Da mesma forma, para saber se um aluno pratica bullying, é necessário observar seu comportamento. Mais uma vez, é preciso ter cautela para não se deixar levar por estereótipos ou equívocos na identificação. Em geral, o praticante apresenta características peculiares de comportamento que o diferenciam dos demais colegas, como irritabilidade, agressividade e impulsividade. Suas atitudes abusivas, intimidadoras e prepotentes despertam a atenção dos adultos da escola. Precisa sentir-se notado, chamar a atenção para si, conquistar popularidade e temor. Está constantemente envolvido em confusões e desentendimentos; subjuga, domina, constrange, humilha e persegue os mais tímidos e vulneráveis. Desafia, desrespeita, provoca, perturba o ambiente escolar e irrita seus colegas. Pode ter maior estatura e força física do que a vítima, o que certamente lhe facultará a dominação. Todavia, pode ter menor estatura e força física, porém emocional e socialmente pode estar em vantagem, já que muitos do grupo apoiam suas ações.

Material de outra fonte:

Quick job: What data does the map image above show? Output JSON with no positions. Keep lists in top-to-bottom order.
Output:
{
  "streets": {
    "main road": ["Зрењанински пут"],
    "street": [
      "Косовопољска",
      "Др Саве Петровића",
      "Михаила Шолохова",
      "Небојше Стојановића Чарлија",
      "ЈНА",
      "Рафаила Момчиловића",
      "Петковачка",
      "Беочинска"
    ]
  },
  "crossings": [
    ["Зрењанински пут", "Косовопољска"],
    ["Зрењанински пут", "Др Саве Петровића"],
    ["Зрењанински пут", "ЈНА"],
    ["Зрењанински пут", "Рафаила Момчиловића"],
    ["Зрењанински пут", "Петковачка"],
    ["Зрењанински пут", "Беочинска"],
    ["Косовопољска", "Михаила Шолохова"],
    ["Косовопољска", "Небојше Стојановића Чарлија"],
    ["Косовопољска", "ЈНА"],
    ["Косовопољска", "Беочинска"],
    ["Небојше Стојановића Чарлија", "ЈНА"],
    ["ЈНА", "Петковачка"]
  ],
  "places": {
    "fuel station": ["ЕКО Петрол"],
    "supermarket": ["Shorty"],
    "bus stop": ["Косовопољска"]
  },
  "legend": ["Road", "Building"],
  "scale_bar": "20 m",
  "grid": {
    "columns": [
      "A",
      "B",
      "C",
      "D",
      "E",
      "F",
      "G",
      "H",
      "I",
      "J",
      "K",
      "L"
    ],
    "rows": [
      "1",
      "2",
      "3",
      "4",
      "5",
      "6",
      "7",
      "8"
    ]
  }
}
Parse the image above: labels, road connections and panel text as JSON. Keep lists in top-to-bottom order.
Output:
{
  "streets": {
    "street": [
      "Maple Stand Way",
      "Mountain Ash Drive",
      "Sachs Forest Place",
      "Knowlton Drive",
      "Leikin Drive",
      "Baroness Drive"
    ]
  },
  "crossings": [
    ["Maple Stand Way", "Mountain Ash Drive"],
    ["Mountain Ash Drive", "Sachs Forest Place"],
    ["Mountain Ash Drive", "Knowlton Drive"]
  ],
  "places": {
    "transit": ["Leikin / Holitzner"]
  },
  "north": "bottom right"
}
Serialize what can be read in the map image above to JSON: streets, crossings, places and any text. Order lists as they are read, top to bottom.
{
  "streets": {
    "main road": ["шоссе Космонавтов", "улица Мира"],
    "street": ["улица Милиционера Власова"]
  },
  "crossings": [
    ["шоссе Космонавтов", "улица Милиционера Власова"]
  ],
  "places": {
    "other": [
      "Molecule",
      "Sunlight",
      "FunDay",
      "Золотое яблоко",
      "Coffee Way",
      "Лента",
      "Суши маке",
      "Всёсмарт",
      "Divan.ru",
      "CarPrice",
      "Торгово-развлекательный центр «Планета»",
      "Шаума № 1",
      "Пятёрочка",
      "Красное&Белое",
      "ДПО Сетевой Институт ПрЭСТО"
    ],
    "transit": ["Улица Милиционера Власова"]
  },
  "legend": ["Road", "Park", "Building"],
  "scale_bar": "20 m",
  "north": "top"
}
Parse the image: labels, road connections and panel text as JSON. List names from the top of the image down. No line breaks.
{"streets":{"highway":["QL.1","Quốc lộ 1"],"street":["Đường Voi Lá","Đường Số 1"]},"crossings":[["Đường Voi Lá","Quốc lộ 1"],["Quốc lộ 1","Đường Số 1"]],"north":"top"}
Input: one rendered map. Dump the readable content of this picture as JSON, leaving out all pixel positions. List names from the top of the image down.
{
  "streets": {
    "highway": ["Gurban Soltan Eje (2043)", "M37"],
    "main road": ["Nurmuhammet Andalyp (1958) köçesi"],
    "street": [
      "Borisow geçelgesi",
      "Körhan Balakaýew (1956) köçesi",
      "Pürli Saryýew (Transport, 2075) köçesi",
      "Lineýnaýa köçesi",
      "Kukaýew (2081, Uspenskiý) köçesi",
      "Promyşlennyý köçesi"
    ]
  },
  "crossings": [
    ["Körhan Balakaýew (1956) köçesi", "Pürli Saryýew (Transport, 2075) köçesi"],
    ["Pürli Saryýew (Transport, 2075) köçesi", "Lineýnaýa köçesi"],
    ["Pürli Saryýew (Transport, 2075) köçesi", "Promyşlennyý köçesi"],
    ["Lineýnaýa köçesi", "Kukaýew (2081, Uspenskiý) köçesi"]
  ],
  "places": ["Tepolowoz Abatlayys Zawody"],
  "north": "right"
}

Antes de tratar o tema com os alunos, recomendo que os docentes informem-se sobre o assunto. As escolas devem implantar programas antibullying, compostos por um conjunto de estratégias interventivas e preventivas, contemplando a participação de toda a comunidade escolar e a inserção em seus projetos pedagógicos. Quanto mais cedo a criança aprender valores condizentes com uma cultura de paz, mais cedo saberá respeitar as diferenças e conviver com elas.
- Cléo Fante é pedagoga, historiadora e vice-presidente do Centro Multidisciplinar de Estudos e Orientação sobre o Bullying Escolar (Cemeobes).